[Opening DATA FOR THIS TASK section]

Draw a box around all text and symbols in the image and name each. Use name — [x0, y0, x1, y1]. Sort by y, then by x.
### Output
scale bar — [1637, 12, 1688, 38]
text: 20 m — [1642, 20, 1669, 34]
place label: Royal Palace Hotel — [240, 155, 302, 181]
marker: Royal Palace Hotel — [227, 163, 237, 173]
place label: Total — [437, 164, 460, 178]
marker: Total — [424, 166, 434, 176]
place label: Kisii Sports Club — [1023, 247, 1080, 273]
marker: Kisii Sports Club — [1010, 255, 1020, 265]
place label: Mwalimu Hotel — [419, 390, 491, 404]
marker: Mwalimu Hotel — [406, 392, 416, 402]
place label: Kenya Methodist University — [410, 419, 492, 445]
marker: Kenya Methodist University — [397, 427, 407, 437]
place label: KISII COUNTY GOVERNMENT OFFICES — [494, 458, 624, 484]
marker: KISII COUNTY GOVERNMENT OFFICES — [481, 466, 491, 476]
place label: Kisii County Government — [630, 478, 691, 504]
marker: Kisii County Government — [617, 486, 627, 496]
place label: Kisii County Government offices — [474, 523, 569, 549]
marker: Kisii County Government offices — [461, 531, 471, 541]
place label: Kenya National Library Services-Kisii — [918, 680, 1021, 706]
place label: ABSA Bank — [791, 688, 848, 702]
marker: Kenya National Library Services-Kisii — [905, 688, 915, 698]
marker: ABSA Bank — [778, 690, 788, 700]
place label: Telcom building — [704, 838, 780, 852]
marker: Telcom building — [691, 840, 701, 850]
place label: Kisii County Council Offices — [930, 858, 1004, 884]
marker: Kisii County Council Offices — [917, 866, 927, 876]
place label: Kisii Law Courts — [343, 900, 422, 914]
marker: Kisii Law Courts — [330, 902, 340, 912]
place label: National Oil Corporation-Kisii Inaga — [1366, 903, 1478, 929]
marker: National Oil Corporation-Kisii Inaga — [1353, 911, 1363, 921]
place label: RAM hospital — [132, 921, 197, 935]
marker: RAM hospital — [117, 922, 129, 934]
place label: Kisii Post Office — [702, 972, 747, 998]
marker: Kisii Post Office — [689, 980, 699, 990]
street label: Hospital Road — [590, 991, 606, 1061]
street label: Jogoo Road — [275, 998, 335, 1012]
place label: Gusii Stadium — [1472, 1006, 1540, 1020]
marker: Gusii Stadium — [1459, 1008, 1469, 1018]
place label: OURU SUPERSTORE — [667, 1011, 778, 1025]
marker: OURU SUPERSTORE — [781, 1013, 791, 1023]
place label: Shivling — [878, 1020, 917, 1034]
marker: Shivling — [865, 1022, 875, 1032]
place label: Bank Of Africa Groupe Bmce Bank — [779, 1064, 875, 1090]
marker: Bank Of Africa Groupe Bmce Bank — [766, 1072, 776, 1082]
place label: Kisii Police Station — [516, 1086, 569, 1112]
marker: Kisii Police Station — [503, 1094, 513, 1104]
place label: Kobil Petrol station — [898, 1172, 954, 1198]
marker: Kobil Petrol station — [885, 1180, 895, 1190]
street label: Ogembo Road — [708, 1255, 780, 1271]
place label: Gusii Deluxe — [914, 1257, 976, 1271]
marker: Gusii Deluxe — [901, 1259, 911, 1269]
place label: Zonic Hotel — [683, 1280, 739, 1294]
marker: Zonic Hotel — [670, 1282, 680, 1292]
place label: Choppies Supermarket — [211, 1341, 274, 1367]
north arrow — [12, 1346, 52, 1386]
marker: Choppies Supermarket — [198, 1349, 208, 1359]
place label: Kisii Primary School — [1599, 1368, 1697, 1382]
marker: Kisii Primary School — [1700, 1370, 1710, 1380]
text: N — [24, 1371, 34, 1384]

[Closing DATA FOR THIS TASK section]

## ASSIGNMENT
When you answer, set down the entries above precisely as they read.

## SOLUTION
Draw a box around all text and symbols in the image and name each. Use name — [x0, y0, x1, y1]. Sort by y, then by x.
### Output
scale bar — [1637, 12, 1688, 38]
text: 20 m — [1642, 20, 1669, 34]
place label: Royal Palace Hotel — [240, 155, 302, 181]
marker: Royal Palace Hotel — [227, 163, 237, 173]
place label: Total — [437, 164, 460, 178]
marker: Total — [424, 166, 434, 176]
place label: Kisii Sports Club — [1023, 247, 1080, 273]
marker: Kisii Sports Club — [1010, 255, 1020, 265]
place label: Mwalimu Hotel — [419, 390, 491, 404]
marker: Mwalimu Hotel — [406, 392, 416, 402]
place label: Kenya Methodist University — [410, 419, 492, 445]
marker: Kenya Methodist University — [397, 427, 407, 437]
place label: KISII COUNTY GOVERNMENT OFFICES — [494, 458, 624, 484]
marker: KISII COUNTY GOVERNMENT OFFICES — [481, 466, 491, 476]
place label: Kisii County Government — [630, 478, 691, 504]
marker: Kisii County Government — [617, 486, 627, 496]
place label: Kisii County Government offices — [474, 523, 569, 549]
marker: Kisii County Government offices — [461, 531, 471, 541]
place label: Kenya National Library Services-Kisii — [918, 680, 1021, 706]
place label: ABSA Bank — [791, 688, 848, 702]
marker: Kenya National Library Services-Kisii — [905, 688, 915, 698]
marker: ABSA Bank — [778, 690, 788, 700]
place label: Telcom building — [704, 838, 780, 852]
marker: Telcom building — [691, 840, 701, 850]
place label: Kisii County Council Offices — [930, 858, 1004, 884]
marker: Kisii County Council Offices — [917, 866, 927, 876]
place label: Kisii Law Courts — [343, 900, 422, 914]
marker: Kisii Law Courts — [330, 902, 340, 912]
place label: National Oil Corporation-Kisii Inaga — [1366, 903, 1478, 929]
marker: National Oil Corporation-Kisii Inaga — [1353, 911, 1363, 921]
place label: RAM hospital — [132, 921, 197, 935]
marker: RAM hospital — [117, 922, 129, 934]
place label: Kisii Post Office — [702, 972, 747, 998]
marker: Kisii Post Office — [689, 980, 699, 990]
street label: Hospital Road — [590, 991, 606, 1061]
street label: Jogoo Road — [275, 998, 335, 1012]
place label: Gusii Stadium — [1472, 1006, 1540, 1020]
marker: Gusii Stadium — [1459, 1008, 1469, 1018]
place label: OURU SUPERSTORE — [667, 1011, 778, 1025]
marker: OURU SUPERSTORE — [781, 1013, 791, 1023]
place label: Shivling — [878, 1020, 917, 1034]
marker: Shivling — [865, 1022, 875, 1032]
place label: Bank Of Africa Groupe Bmce Bank — [779, 1064, 875, 1090]
marker: Bank Of Africa Groupe Bmce Bank — [766, 1072, 776, 1082]
place label: Kisii Police Station — [516, 1086, 569, 1112]
marker: Kisii Police Station — [503, 1094, 513, 1104]
place label: Kobil Petrol station — [898, 1172, 954, 1198]
marker: Kobil Petrol station — [885, 1180, 895, 1190]
street label: Ogembo Road — [708, 1255, 780, 1271]
place label: Gusii Deluxe — [914, 1257, 976, 1271]
marker: Gusii Deluxe — [901, 1259, 911, 1269]
place label: Zonic Hotel — [683, 1280, 739, 1294]
marker: Zonic Hotel — [670, 1282, 680, 1292]
place label: Choppies Supermarket — [211, 1341, 274, 1367]
north arrow — [12, 1346, 52, 1386]
marker: Choppies Supermarket — [198, 1349, 208, 1359]
place label: Kisii Primary School — [1599, 1368, 1697, 1382]
marker: Kisii Primary School — [1700, 1370, 1710, 1380]
text: N — [24, 1371, 34, 1384]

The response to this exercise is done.